I’m sure we all want to stay as sharp as possible throughout our lives. Studies have shown that what we eat can significantly influence our memory, either improving or declining it. As more research is conducted and new medications are developed, we’ll have even more information—so stay tuned. In the meantime, let’s review some foods to avoid and foods to include in our diets to support memory health.

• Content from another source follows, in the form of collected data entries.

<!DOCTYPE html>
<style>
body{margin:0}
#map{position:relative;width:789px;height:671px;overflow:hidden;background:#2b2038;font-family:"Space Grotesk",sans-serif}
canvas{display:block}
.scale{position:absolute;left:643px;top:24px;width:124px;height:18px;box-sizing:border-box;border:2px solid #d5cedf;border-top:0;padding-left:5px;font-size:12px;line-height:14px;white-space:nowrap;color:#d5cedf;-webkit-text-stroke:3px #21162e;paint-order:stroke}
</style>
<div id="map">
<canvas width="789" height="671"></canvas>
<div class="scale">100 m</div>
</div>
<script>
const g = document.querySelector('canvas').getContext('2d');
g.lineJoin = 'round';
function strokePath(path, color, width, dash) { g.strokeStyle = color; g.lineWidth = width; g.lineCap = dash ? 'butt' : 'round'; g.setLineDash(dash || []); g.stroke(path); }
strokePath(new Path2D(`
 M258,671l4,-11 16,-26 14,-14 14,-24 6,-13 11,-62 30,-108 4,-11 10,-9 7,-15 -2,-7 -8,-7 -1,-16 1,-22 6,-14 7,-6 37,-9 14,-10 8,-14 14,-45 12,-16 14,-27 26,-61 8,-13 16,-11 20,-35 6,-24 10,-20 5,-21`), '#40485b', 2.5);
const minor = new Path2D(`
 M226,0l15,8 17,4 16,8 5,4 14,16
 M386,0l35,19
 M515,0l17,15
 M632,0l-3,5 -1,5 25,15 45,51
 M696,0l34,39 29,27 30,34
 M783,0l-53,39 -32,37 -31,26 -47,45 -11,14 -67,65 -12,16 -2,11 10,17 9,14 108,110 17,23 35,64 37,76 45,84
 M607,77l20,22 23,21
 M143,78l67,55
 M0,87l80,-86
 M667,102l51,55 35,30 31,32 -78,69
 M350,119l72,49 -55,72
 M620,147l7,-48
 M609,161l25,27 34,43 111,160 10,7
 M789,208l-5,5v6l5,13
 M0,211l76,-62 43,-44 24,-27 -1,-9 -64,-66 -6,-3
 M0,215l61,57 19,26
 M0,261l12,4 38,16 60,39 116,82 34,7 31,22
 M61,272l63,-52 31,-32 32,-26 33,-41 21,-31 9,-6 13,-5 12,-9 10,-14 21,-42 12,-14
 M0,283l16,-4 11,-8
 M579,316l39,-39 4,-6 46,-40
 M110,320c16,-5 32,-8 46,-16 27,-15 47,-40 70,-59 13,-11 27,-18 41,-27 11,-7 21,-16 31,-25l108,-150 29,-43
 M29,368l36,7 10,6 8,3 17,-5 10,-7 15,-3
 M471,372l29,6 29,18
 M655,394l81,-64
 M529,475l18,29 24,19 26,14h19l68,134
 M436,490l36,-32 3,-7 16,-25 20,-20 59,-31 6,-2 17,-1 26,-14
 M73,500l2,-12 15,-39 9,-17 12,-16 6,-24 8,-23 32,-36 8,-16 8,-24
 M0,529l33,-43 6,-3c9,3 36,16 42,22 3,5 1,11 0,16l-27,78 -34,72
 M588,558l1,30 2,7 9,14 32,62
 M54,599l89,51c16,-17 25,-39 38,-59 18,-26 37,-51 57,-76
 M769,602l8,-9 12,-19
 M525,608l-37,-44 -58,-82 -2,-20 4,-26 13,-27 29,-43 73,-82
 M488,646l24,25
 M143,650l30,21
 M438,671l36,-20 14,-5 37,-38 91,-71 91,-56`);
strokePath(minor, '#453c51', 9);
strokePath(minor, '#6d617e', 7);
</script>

Foods to Avoid for Better Memory:

  • French Fries: High in fat
  • Processed Meats: Contain many additives and preservatives
  • White Rice: High in carbs and sugar
  • Canned Fish: Potentially high in mercury
  • Artificial Sweeteners: Includes drinks containing them
  • Fast Food Burgers: High in fat and salt content

Foods to Help Improve Memory:

  • Vegetables: At least 2 servings per day, including one serving of leafy greens
  • Berries: 2 to 5 servings per week (excluding dried berries)
  • Whole Grains: 3 or more servings per day, focusing on minimally processed grains
  • Nuts and Seeds: 5 or more servings per week, including peanuts
  • Beans: At least 3 to 4 servings per week
  • Seafood: At least 1 serving per week, emphasizing fatty fish like salmon, mackerel, herring, or sardines
  • Poultry: 2 or more servings per week, focusing on light meat without skin
  • Extra-Virgin Olive Oil: 2 tablespoons per day, specifically extra-virgin, not other types of olive or vegetable oils

Here at Trilogy, we reinforce healthy habits through our Flavorful Balance and Flavorful Dignity programs. The idea behind the program is to prepare as many foods from scratch as possible while balancing them with comfort foods. We aim to keep everyone happy and healthy for as long as possible. The key is not to be so restrictive that you don’t enjoy the diet, which can lead to bad habits emerging.

“The program is based on information from the Academy of Nutrition and Dietetics, which promotes an overall healthy diet for cognitive improvement with less processed food, additives, and sodium, and an increase in whole grains, fruits, and vegetables,” – Jenna Richie, RDN, AVP of Clinical Nutrition.

I hope this information was helpful; it served as a good reminder for me as well!